I am very happy about my job with Stavanger Symphony Orchestra. I like the city very much and I am surrounded by mountains. But I lived for six years in Copenhagen, so that is also my home. I love being here, says Ingrid, who knew when she was a child that she was going to play the flute, and not just any flute - it had to be the cross flute. While her mother was teaching piano students, Ingrid was lying under the piano dreaming of a music career.
But first she had to settle for an ordinary flute. She was around eight years' old when she decided to turn the flute horizontally as if it were a cross flute. And even though all seats on the cross flute team in the music club were booked, Ingrid didn't give up. As soon as there was an opening, she made sure that she could join the team. Ingrid has been playing the cross flute ever since and is about to graduate from the soloist class at the Royal Academy of Music.
But even though her childhood was filled with music, Ingrid also loved skiing like all other Norwegians.

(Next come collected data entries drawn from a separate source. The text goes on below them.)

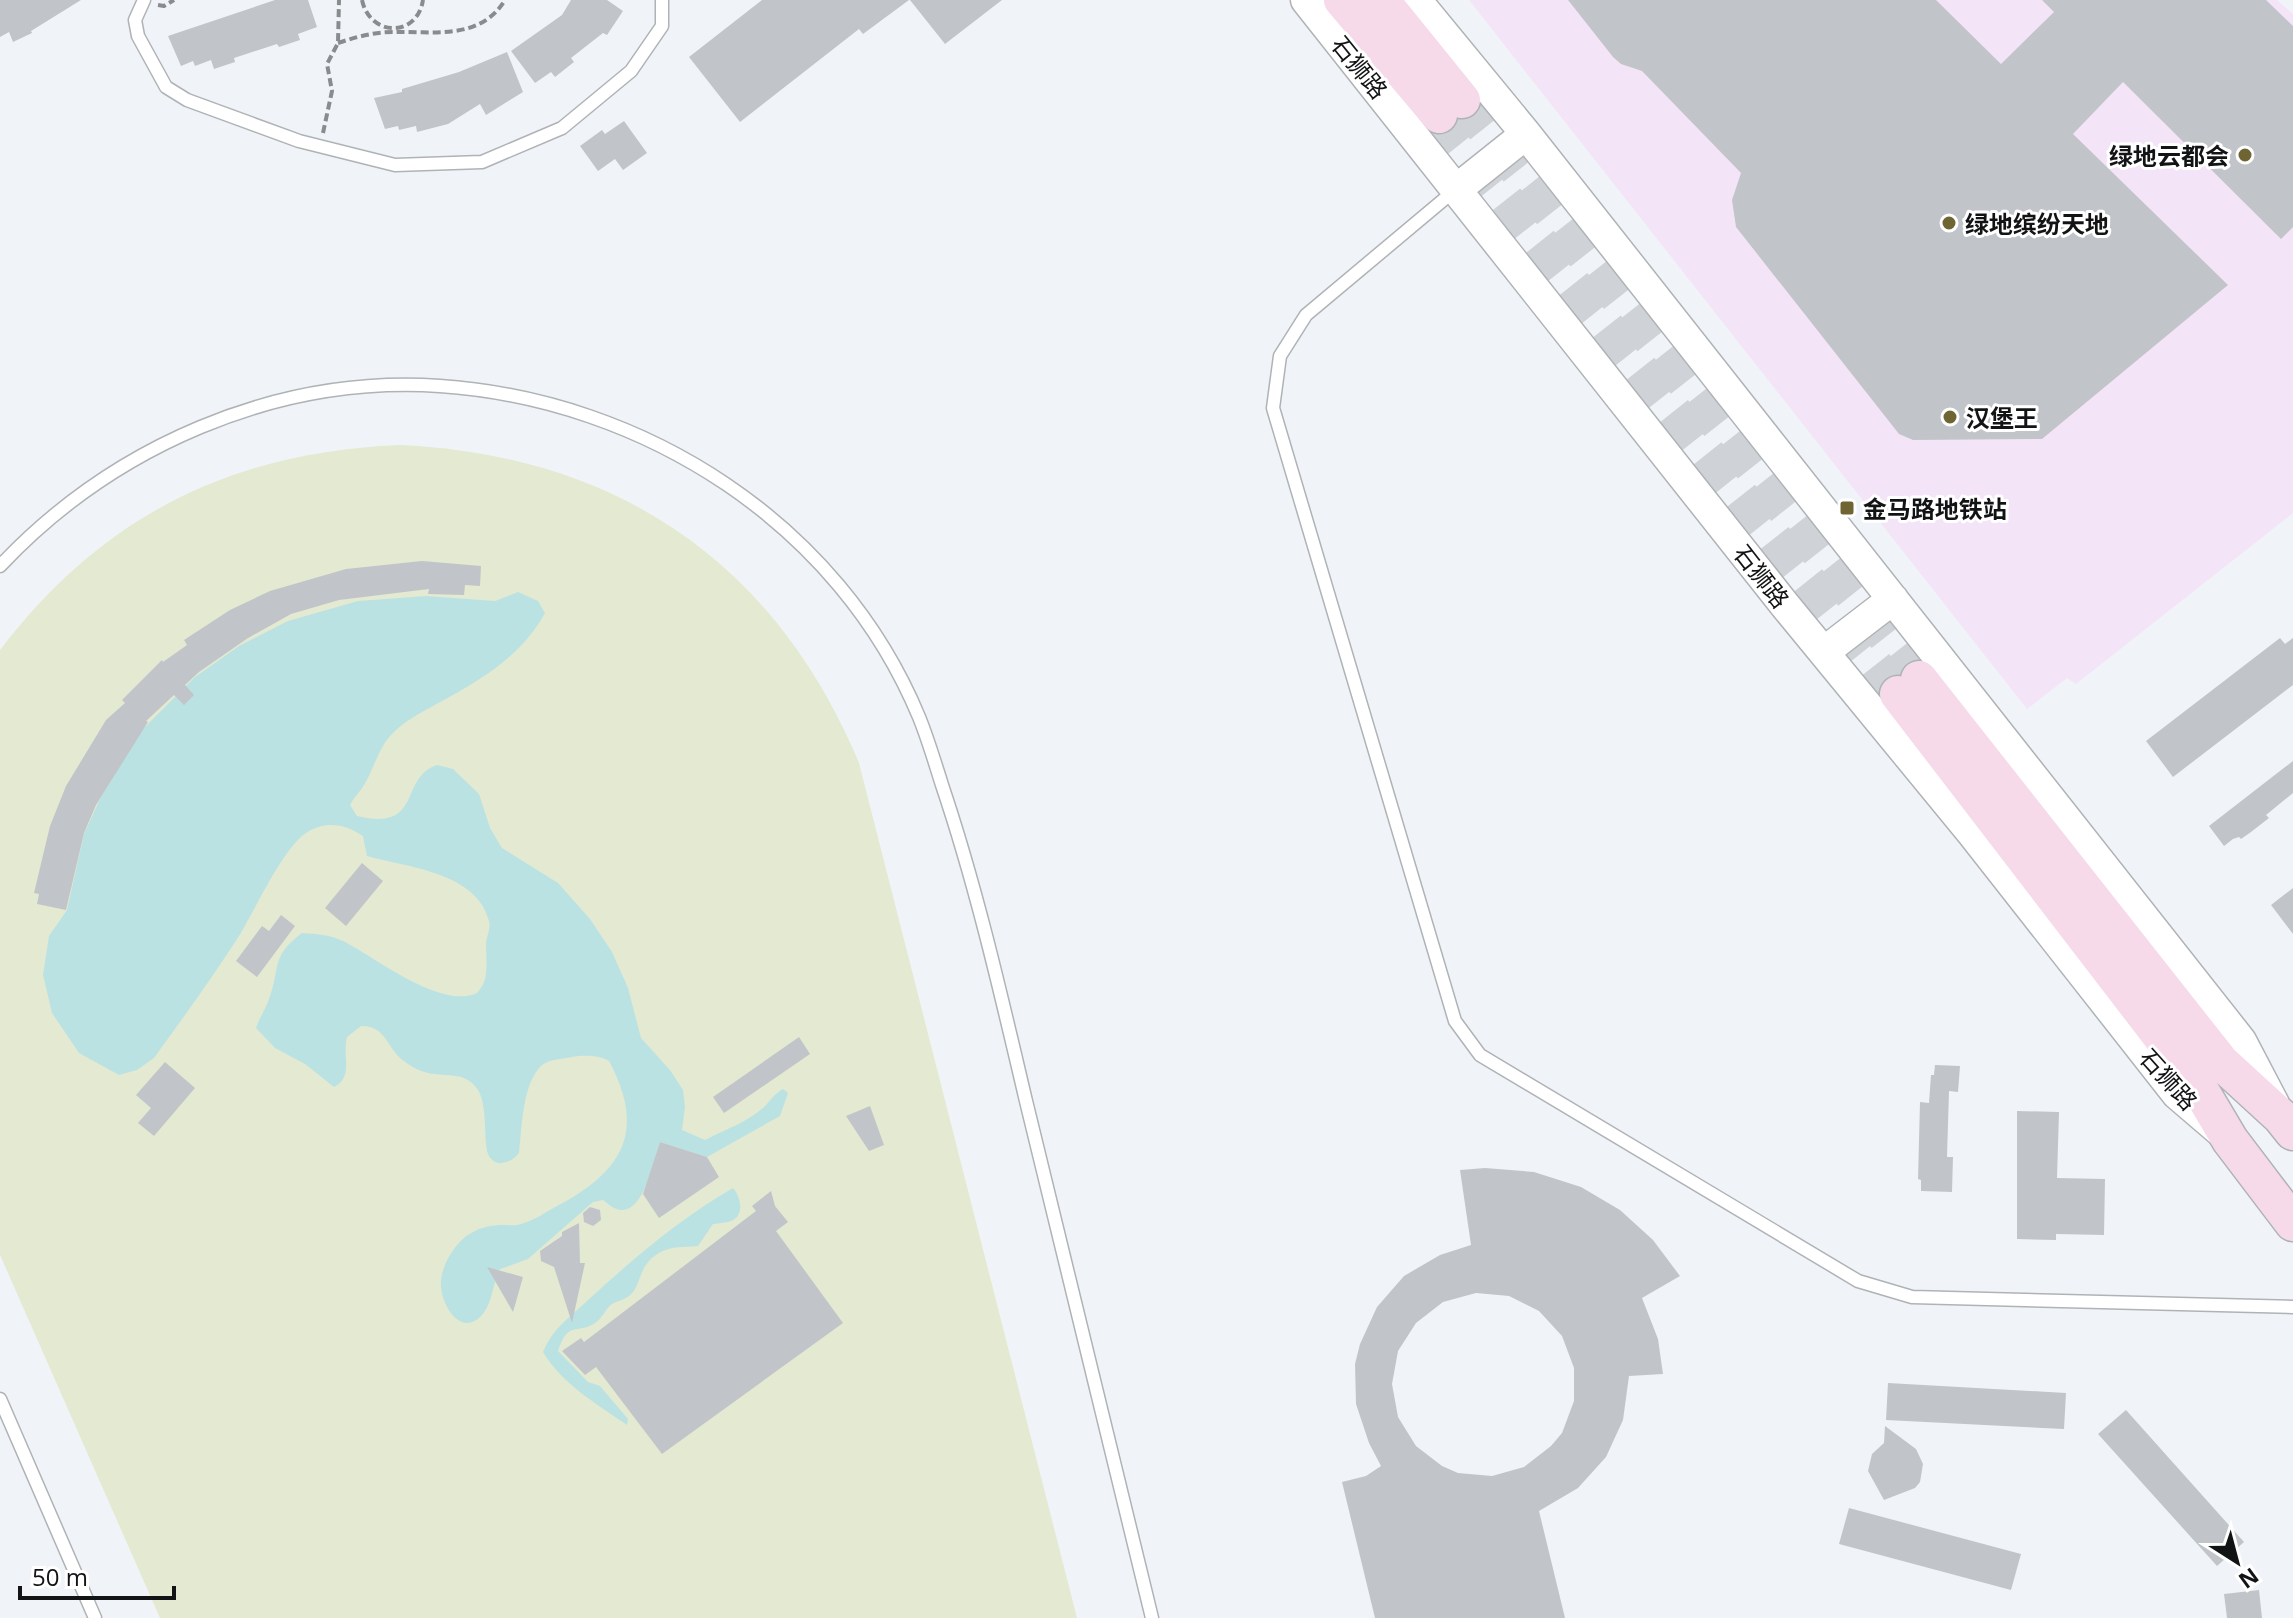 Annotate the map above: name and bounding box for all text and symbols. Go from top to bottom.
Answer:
street label: 石狮路 [1325,29,1395,105]
place label: 绿地云都会 [2109,139,2229,172]
marker: 绿地云都会 [2236,146,2254,164]
place label: 绿地缤纷天地 [1965,207,2109,240]
marker: 绿地缤纷天地 [1940,214,1958,232]
place label: 汉堡王 [1966,401,2038,434]
marker: 汉堡王 [1941,408,1959,426]
place label: 金马路地铁站 [1863,492,2007,525]
marker: 金马路地铁站 [1838,499,1856,517]
street label: 石狮路 [1727,537,1797,615]
street label: 石狮路 [2133,1041,2205,1117]
north arrow [2197,1522,2277,1602]
scale bar [20,1550,174,1600]
text: 50 m [32,1560,88,1593]
text: N [2233,1562,2265,1596] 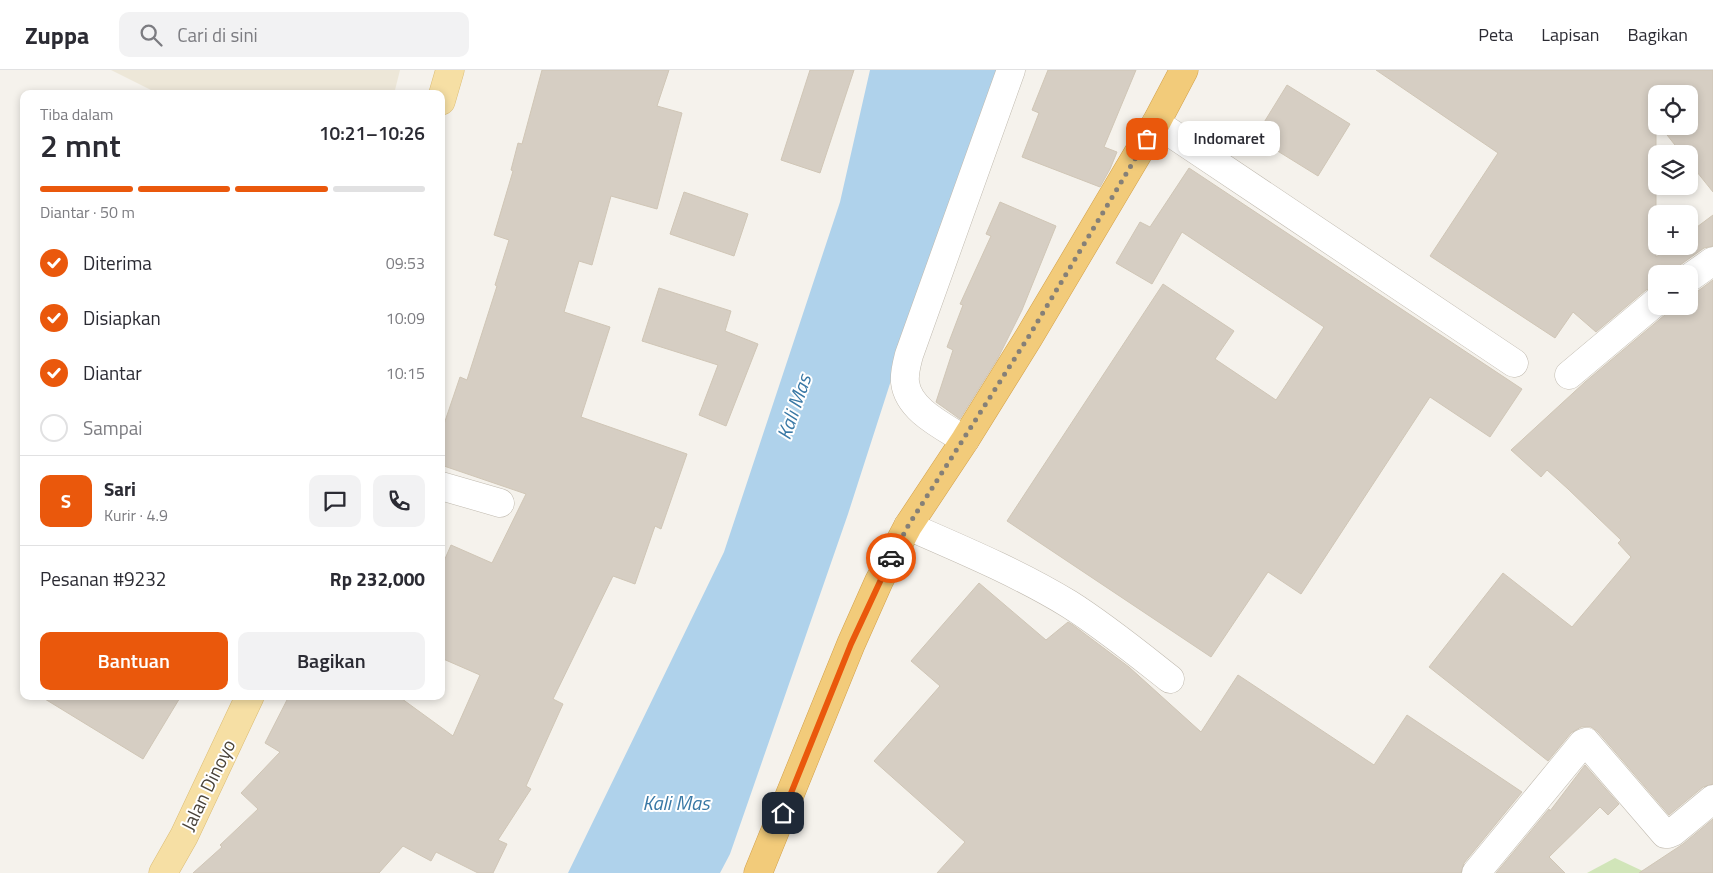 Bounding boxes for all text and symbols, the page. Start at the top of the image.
search box [119,12,469,57]
text: Zuppa [25,17,89,53]
text: Cari di sini [177,20,258,49]
icon: search [137,21,165,49]
text: Peta [1478,21,1513,48]
text: Lapisan [1541,21,1599,48]
text: Bagikan [1627,21,1688,48]
map controls [1648,85,1698,315]
button: locate [1648,85,1698,135]
text: Tiba dalam [40,102,113,126]
text: 10:21–10:26 [319,118,425,147]
pin [1126,118,1168,160]
text: 2 mnt [40,121,121,169]
callout: Indomaret [1177,122,1280,156]
icon: bag [1133,125,1161,153]
text: Indomaret [1193,126,1265,150]
button: layers [1648,145,1698,195]
text: Diantar · 50 m [40,200,135,224]
button: + [1648,205,1698,255]
text: Diterima [83,248,152,277]
icon: check [40,249,68,277]
text: 09:53 [386,251,425,275]
button: − [1648,265,1698,315]
text: Disiapkan [83,303,161,332]
icon: check [40,304,68,332]
text: 10:09 [386,306,425,330]
text: Diantar [83,358,142,387]
icon: check [40,359,68,387]
text: 10:15 [386,361,425,385]
water label: Kali Mas [768,369,820,444]
text: Sampai [83,413,142,442]
text: Sari [104,474,136,503]
button: chat [309,475,361,527]
button: phone [373,475,425,527]
text: S [61,486,71,515]
text: Kurir · 4.9 [104,503,168,527]
courier [866,533,916,583]
icon: car [877,544,905,572]
text: Pesanan #9232 [40,564,166,593]
text: Rp 232,000 [330,564,425,593]
button: Bantuan [40,632,228,690]
button: Bagikan [238,632,425,690]
street label: Jalan Dinoyo [173,734,242,836]
water label: Kali Mas [643,787,711,818]
pin [762,792,804,834]
icon: home [769,799,797,827] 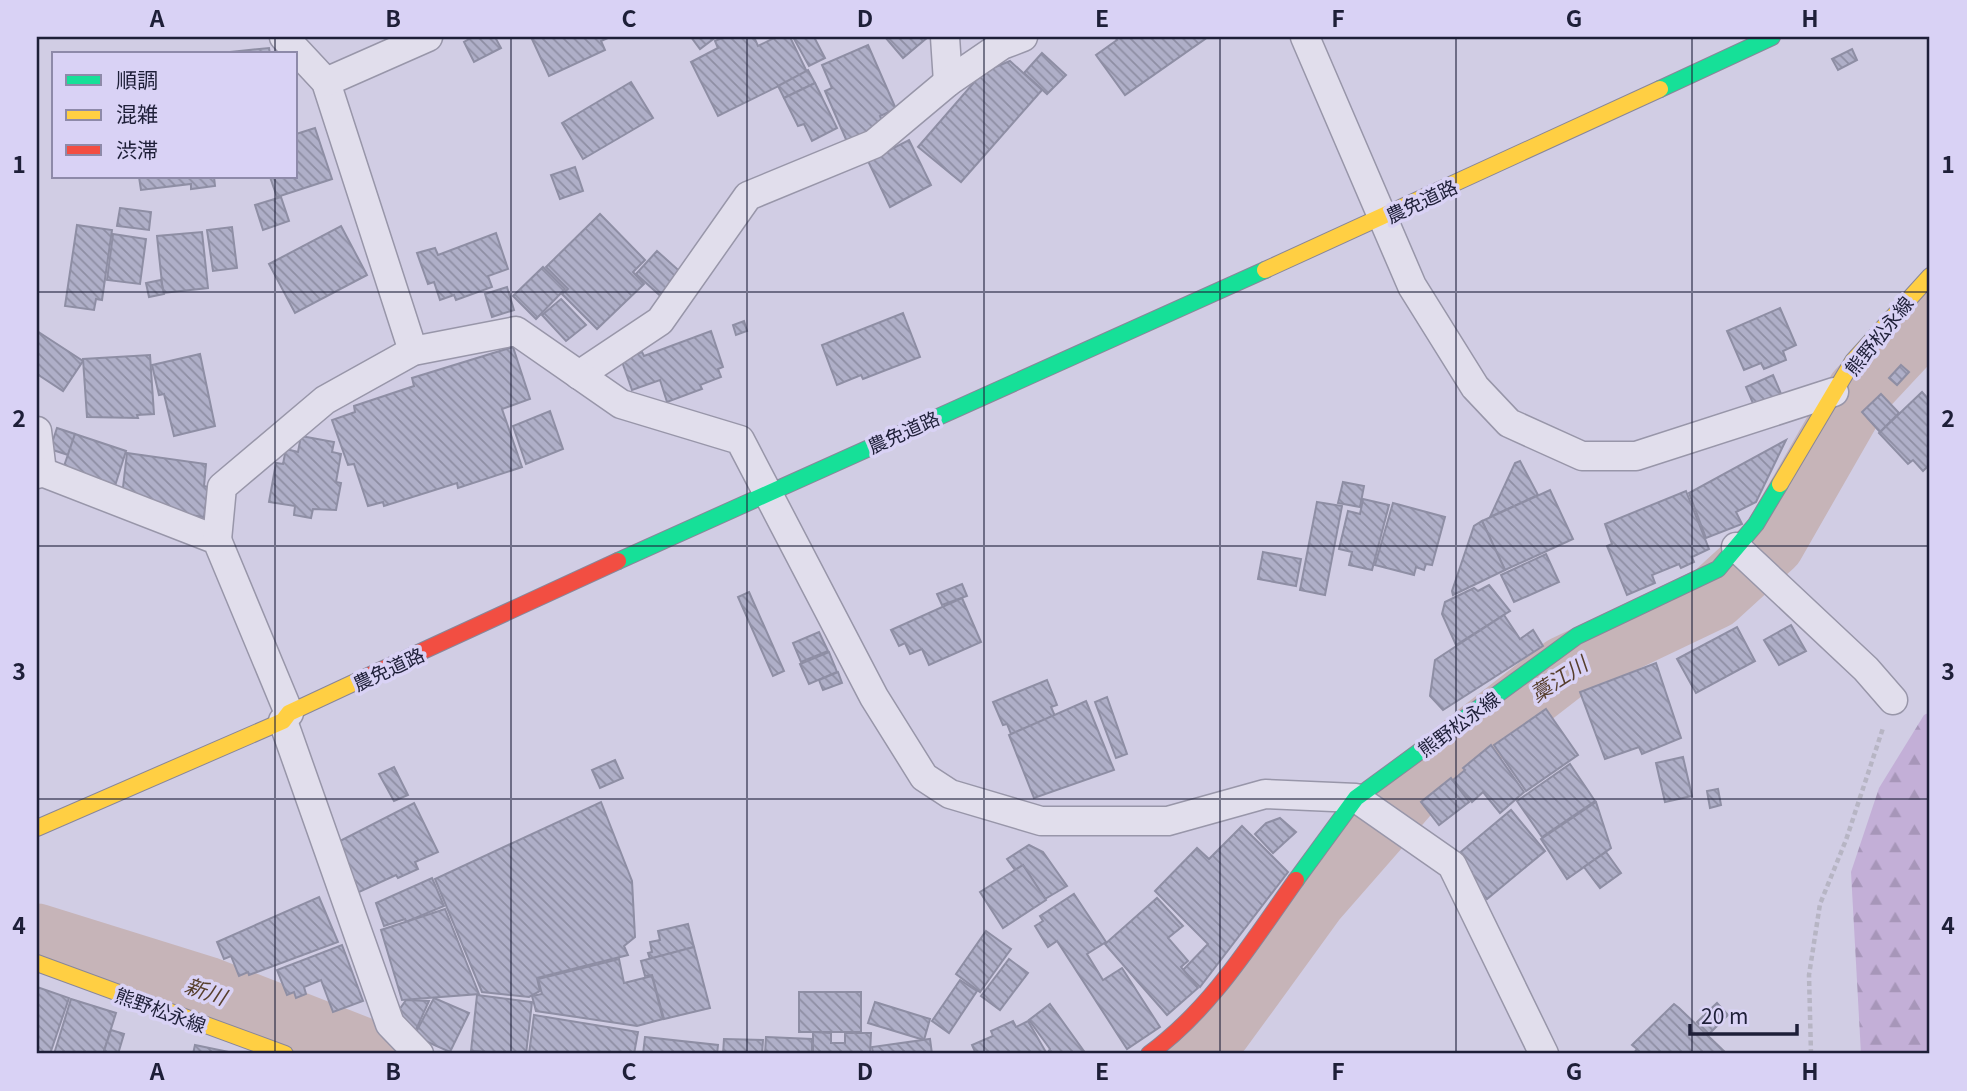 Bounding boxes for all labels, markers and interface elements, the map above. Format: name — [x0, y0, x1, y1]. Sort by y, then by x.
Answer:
text: A — [149, 0, 165, 34]
text: B — [385, 0, 401, 34]
text: C — [621, 0, 637, 34]
text: D — [857, 0, 873, 34]
text: E — [1095, 0, 1109, 34]
text: F — [1331, 0, 1345, 34]
text: G — [1566, 0, 1582, 34]
text: H — [1801, 0, 1819, 34]
legend — [52, 52, 298, 178]
text: 順調 — [116, 64, 158, 94]
text: 混雑 — [116, 98, 158, 128]
text: 渋滞 — [116, 134, 158, 164]
text: 1 — [12, 146, 26, 180]
text: 1 — [1941, 146, 1955, 180]
street label: 農免道路 — [1381, 172, 1461, 228]
street label: 熊野松永線 — [1838, 290, 1918, 380]
text: 2 — [12, 400, 26, 434]
text: 2 — [1941, 400, 1955, 434]
street label: 農免道路 — [863, 403, 943, 459]
street label: 農免道路 — [348, 640, 428, 696]
water label: 藁江川 — [1523, 647, 1594, 708]
text: 3 — [12, 653, 26, 687]
text: 3 — [1941, 653, 1955, 687]
street label: 熊野松永線 — [1412, 684, 1504, 762]
text: 4 — [12, 907, 26, 941]
text: 4 — [1941, 907, 1955, 941]
water label: 新川 — [181, 969, 233, 1012]
street label: 熊野松永線 — [112, 980, 210, 1038]
scale bar — [1690, 993, 1797, 1037]
text: 20 m — [1701, 1000, 1748, 1030]
text: A — [149, 1053, 165, 1087]
text: B — [385, 1053, 401, 1087]
text: C — [621, 1053, 637, 1087]
text: D — [857, 1053, 873, 1087]
text: E — [1095, 1053, 1109, 1087]
text: F — [1331, 1053, 1345, 1087]
text: G — [1566, 1053, 1582, 1087]
text: H — [1801, 1053, 1819, 1087]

She also found the time for athletics, dancing, football and handball until she was 14-15 years' old, and then no more experimenting. It was now clear to Ingrid that she was going to be a professional musician.
I always wanted to be something with music. I loved performing and being on stage. I had leading roles in musicals, I sang, danced and played the piano, but in the end, the flute won, says Ingrid Søfteland with a broad smile on her face.
For a long time, Ingrid has had a close musical partnership with her brother Marius - she has participated on his records and has played many of his compositions. At her exam, she will perform a major work lasting 45 minutes, which her brother has composed for her. The reason why her brother is composing for her exam is that they have a common understanding of rhytmics and phrasing in modern music and, especially, the fact that her brother can write music which shows exactly what Ingrid can do with her technique and her instrument.
With the work, Ingrid also reveals her ambition as a musician: I want to present original music and experiment in the interface between contemporary music and rythmic music in a classical concert arena. I want to move away from the somewhat rigid, classical concert form and convey something new to the audience, Ingrid Søfteland Neset explains to the Sonning Foundation.
Born: 1992 in Os, Hordaland, Norway.
Soloist class at the Royal Danish Academy of Music. Début in the autumn of 2017. At the age of 23, she won the position as principal flute with the Stavanger Symphony Orchestra, where she is playing today.